● **TASK OBJECTIVE**
Search the entries below for the string "kamar" and copy the lines that hold it.

(Stored items)
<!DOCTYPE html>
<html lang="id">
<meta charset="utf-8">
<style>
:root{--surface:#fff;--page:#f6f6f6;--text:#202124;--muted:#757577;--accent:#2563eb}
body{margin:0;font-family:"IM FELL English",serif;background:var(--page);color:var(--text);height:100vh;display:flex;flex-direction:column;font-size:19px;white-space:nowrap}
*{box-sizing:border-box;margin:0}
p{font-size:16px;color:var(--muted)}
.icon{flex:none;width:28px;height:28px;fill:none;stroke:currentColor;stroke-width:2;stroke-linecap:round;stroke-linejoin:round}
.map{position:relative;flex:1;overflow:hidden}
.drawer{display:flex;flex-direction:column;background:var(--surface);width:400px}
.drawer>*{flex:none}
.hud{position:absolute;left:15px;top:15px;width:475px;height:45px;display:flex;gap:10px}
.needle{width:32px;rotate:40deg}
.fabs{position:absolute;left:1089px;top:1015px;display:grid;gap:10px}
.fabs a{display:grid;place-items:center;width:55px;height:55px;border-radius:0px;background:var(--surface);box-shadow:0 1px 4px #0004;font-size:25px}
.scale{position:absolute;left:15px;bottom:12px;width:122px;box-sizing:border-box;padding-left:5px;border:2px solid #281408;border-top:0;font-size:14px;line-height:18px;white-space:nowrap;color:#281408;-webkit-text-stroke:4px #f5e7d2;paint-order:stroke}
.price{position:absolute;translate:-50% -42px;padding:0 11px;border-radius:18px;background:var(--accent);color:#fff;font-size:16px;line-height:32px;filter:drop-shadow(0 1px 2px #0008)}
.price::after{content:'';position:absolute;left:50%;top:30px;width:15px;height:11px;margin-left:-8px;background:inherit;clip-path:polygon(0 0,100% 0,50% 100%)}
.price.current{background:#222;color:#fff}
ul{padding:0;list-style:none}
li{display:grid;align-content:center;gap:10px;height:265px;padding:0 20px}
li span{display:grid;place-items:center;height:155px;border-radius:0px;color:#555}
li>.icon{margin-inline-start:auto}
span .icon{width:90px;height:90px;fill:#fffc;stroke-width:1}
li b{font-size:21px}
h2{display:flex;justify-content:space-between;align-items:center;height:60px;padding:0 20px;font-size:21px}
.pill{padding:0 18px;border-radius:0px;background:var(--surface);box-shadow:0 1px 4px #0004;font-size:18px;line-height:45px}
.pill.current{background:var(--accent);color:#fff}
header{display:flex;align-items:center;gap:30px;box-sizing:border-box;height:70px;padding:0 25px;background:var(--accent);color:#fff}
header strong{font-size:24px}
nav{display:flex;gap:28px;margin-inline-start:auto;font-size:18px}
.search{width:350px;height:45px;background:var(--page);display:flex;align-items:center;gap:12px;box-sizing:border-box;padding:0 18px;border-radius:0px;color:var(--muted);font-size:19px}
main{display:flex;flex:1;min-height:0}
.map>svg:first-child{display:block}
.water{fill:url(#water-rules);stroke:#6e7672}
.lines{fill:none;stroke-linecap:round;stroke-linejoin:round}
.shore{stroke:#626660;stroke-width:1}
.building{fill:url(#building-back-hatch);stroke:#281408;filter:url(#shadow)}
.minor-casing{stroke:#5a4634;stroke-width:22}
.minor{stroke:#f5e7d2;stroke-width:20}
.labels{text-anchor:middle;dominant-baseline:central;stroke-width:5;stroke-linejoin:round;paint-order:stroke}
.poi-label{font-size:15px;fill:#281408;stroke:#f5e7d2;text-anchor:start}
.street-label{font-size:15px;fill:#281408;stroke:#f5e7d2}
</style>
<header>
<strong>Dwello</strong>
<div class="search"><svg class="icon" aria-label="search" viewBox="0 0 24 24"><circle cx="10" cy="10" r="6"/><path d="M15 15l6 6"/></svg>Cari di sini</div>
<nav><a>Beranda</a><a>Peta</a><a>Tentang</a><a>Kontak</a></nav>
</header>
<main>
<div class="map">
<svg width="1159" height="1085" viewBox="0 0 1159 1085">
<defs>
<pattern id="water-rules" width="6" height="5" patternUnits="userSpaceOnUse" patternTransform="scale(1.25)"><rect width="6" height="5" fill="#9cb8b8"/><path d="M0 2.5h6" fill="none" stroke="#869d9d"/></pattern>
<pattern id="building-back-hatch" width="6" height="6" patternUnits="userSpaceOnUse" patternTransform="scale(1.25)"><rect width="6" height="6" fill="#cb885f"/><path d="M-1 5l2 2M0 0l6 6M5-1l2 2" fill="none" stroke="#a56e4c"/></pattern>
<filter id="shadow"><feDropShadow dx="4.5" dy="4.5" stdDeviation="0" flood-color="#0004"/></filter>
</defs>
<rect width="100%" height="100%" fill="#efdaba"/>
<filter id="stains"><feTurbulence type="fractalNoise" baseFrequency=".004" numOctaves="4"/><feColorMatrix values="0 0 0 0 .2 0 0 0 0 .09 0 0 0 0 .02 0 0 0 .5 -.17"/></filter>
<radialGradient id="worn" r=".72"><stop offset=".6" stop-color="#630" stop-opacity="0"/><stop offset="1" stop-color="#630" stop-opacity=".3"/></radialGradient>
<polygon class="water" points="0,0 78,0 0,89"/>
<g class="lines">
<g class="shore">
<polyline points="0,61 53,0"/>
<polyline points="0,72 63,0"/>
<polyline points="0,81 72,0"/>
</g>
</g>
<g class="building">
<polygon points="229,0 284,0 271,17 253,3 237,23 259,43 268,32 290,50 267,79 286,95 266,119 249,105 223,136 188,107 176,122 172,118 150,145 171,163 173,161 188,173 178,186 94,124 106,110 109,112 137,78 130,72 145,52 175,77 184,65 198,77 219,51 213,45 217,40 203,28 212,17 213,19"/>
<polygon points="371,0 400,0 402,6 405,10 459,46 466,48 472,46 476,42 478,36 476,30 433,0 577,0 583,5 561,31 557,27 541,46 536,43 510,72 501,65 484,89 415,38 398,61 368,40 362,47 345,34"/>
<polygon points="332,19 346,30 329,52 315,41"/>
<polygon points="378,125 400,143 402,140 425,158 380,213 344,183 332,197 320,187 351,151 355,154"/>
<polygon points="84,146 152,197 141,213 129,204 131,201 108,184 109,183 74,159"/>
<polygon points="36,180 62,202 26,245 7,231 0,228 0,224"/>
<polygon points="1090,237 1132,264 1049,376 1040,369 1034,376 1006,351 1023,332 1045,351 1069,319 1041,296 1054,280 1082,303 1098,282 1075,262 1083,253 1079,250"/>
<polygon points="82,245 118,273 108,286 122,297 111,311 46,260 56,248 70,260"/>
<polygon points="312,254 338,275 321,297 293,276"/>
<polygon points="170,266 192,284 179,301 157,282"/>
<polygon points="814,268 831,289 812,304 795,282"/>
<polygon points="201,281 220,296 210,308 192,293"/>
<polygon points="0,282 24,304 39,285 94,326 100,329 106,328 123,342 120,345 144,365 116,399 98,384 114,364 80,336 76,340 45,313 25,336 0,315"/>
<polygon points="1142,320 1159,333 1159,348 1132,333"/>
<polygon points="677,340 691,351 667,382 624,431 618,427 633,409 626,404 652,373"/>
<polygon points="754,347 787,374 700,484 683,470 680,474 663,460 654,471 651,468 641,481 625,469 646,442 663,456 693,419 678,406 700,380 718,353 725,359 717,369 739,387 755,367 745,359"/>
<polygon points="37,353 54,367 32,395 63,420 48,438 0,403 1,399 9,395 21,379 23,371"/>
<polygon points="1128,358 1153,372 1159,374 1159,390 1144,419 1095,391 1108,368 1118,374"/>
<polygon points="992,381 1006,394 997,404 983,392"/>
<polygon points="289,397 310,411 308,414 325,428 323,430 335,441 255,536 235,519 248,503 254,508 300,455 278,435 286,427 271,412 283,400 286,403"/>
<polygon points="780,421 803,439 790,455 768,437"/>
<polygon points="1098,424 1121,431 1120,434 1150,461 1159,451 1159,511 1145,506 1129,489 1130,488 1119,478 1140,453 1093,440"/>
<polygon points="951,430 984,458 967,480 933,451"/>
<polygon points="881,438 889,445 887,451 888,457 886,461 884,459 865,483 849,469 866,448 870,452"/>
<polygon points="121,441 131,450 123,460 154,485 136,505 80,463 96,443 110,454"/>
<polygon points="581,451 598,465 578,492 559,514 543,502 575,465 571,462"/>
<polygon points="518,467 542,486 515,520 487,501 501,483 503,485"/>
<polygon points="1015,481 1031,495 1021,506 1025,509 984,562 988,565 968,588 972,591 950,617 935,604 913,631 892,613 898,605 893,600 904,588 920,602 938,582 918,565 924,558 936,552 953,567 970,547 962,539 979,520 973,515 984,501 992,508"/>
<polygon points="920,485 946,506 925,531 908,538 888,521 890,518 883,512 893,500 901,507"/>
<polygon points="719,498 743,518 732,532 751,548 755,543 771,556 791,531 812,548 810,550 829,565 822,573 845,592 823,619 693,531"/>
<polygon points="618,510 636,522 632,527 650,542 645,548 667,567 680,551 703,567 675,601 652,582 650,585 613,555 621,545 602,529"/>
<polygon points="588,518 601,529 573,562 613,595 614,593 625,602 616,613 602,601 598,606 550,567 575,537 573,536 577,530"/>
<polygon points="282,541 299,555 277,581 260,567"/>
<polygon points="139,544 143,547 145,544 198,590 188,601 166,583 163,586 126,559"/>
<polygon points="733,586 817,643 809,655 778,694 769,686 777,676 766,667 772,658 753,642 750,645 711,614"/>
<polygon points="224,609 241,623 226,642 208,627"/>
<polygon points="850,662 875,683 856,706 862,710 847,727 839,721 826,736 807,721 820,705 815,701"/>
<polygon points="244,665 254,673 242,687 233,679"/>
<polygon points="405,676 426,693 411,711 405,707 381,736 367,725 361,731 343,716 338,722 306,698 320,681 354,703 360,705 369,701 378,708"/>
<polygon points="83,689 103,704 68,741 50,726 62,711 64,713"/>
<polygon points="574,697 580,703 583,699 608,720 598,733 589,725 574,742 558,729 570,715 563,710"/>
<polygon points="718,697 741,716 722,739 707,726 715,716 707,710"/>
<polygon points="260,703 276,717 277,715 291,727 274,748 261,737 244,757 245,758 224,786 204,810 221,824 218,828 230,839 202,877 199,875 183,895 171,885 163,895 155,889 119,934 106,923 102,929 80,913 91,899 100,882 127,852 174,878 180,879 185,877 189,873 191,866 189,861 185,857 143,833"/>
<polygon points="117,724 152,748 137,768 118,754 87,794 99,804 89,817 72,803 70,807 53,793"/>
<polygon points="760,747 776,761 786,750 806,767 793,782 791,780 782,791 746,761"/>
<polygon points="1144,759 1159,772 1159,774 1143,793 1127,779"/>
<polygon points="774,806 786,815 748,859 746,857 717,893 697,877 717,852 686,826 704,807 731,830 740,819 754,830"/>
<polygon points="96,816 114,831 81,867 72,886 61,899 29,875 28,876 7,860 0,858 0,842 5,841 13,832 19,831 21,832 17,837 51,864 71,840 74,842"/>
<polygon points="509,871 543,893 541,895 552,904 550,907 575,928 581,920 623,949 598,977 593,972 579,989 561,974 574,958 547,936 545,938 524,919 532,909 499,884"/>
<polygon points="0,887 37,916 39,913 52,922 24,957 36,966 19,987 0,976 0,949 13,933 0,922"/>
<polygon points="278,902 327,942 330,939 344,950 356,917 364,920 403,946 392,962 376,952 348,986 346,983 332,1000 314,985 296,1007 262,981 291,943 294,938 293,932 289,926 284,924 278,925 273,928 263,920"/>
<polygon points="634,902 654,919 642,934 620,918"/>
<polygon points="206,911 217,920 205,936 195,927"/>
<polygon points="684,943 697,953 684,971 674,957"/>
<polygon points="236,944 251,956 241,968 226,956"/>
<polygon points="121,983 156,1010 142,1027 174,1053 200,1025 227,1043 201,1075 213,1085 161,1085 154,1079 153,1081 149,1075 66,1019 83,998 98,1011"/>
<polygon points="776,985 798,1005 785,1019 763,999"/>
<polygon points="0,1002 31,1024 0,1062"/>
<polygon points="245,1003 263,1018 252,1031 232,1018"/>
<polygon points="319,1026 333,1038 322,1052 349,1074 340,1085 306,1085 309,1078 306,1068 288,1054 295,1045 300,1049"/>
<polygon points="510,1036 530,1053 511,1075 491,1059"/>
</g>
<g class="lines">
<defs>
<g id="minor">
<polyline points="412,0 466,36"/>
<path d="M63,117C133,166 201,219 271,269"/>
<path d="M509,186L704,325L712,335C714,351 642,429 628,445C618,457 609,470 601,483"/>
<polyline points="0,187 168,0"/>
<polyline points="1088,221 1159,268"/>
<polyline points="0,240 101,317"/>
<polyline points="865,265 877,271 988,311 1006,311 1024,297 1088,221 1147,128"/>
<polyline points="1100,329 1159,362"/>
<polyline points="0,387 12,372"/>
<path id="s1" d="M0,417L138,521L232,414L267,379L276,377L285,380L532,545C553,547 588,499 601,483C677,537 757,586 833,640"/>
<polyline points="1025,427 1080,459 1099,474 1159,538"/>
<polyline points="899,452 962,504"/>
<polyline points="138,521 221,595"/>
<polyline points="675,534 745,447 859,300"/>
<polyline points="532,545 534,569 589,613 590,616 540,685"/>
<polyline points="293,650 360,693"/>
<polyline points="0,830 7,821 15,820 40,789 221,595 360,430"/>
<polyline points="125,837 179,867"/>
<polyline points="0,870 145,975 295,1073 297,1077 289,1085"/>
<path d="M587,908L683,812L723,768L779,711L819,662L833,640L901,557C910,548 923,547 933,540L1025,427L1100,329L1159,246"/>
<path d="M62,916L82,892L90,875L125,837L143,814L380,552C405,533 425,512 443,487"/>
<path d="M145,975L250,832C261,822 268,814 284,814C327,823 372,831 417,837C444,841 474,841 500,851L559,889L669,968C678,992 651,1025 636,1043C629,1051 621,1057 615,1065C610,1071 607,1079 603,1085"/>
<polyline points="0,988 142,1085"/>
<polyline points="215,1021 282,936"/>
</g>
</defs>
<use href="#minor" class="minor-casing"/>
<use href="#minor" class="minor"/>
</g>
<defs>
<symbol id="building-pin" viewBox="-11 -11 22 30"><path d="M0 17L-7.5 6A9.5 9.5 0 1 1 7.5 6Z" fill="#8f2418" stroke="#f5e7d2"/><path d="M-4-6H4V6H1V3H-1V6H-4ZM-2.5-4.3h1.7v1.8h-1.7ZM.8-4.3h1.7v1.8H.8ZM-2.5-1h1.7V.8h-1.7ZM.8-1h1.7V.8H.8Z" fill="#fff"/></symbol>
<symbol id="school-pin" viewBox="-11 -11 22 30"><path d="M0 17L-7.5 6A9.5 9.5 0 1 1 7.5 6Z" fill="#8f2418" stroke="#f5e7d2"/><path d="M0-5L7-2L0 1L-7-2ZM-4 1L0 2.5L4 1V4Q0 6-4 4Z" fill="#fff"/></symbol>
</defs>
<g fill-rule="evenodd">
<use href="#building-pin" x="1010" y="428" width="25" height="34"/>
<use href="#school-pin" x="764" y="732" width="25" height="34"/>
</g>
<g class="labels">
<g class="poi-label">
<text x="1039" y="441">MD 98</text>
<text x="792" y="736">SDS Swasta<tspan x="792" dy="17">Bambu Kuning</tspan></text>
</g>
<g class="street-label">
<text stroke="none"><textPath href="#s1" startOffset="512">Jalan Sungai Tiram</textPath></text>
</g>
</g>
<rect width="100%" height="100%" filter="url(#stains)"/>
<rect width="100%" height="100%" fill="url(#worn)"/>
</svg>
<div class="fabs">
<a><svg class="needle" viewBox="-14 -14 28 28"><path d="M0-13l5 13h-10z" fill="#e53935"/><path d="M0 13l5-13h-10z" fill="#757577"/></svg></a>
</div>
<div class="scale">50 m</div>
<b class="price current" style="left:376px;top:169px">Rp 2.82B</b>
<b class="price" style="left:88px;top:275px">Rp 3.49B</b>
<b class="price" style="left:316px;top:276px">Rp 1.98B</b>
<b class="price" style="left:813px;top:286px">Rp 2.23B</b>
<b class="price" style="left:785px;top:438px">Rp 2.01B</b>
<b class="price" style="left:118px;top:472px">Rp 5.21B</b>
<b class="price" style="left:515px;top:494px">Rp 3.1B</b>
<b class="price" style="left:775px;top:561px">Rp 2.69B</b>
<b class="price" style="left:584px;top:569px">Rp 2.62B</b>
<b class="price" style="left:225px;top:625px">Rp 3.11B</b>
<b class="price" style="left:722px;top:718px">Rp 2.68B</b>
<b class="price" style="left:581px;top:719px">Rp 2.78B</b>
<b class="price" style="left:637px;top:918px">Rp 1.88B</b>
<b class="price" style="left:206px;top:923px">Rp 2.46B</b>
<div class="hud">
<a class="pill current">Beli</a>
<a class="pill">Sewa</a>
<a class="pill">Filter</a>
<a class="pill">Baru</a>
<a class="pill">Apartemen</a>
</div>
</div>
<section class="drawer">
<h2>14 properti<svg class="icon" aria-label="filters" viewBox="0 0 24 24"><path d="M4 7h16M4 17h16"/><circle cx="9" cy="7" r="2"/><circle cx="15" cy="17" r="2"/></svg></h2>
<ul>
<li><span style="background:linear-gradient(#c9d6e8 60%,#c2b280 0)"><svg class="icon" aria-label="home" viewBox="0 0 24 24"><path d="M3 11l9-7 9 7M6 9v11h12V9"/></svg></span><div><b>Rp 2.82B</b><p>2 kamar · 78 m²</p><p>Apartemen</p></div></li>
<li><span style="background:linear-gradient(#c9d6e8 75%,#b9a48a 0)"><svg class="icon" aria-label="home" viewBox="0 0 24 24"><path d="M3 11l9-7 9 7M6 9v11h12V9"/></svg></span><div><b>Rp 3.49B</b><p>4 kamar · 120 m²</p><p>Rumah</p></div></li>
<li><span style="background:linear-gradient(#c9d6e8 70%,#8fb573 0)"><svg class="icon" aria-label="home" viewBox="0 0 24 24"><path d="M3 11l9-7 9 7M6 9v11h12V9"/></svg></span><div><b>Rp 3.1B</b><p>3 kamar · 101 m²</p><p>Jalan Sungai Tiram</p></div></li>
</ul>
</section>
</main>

● **PROBLEM SOLUTION**
<li><span style="background:linear-gradient(#c9d6e8 60%,#c2b280 0)"><svg class="icon" aria-label="home" viewBox="0 0 24 24"><path d="M3 11l9-7 9 7M6 9v11h12V9"/></svg></span><div><b>Rp 2.82B</b><p>2 kamar · 78 m²</p><p>Apartemen</p></div></li>
<li><span style="background:linear-gradient(#c9d6e8 75%,#b9a48a 0)"><svg class="icon" aria-label="home" viewBox="0 0 24 24"><path d="M3 11l9-7 9 7M6 9v11h12V9"/></svg></span><div><b>Rp 3.49B</b><p>4 kamar · 120 m²</p><p>Rumah</p></div></li>
<li><span style="background:linear-gradient(#c9d6e8 70%,#8fb573 0)"><svg class="icon" aria-label="home" viewBox="0 0 24 24"><path d="M3 11l9-7 9 7M6 9v11h12V9"/></svg></span><div><b>Rp 3.1B</b><p>3 kamar · 101 m²</p><p>Jalan Sungai Tiram</p></div></li>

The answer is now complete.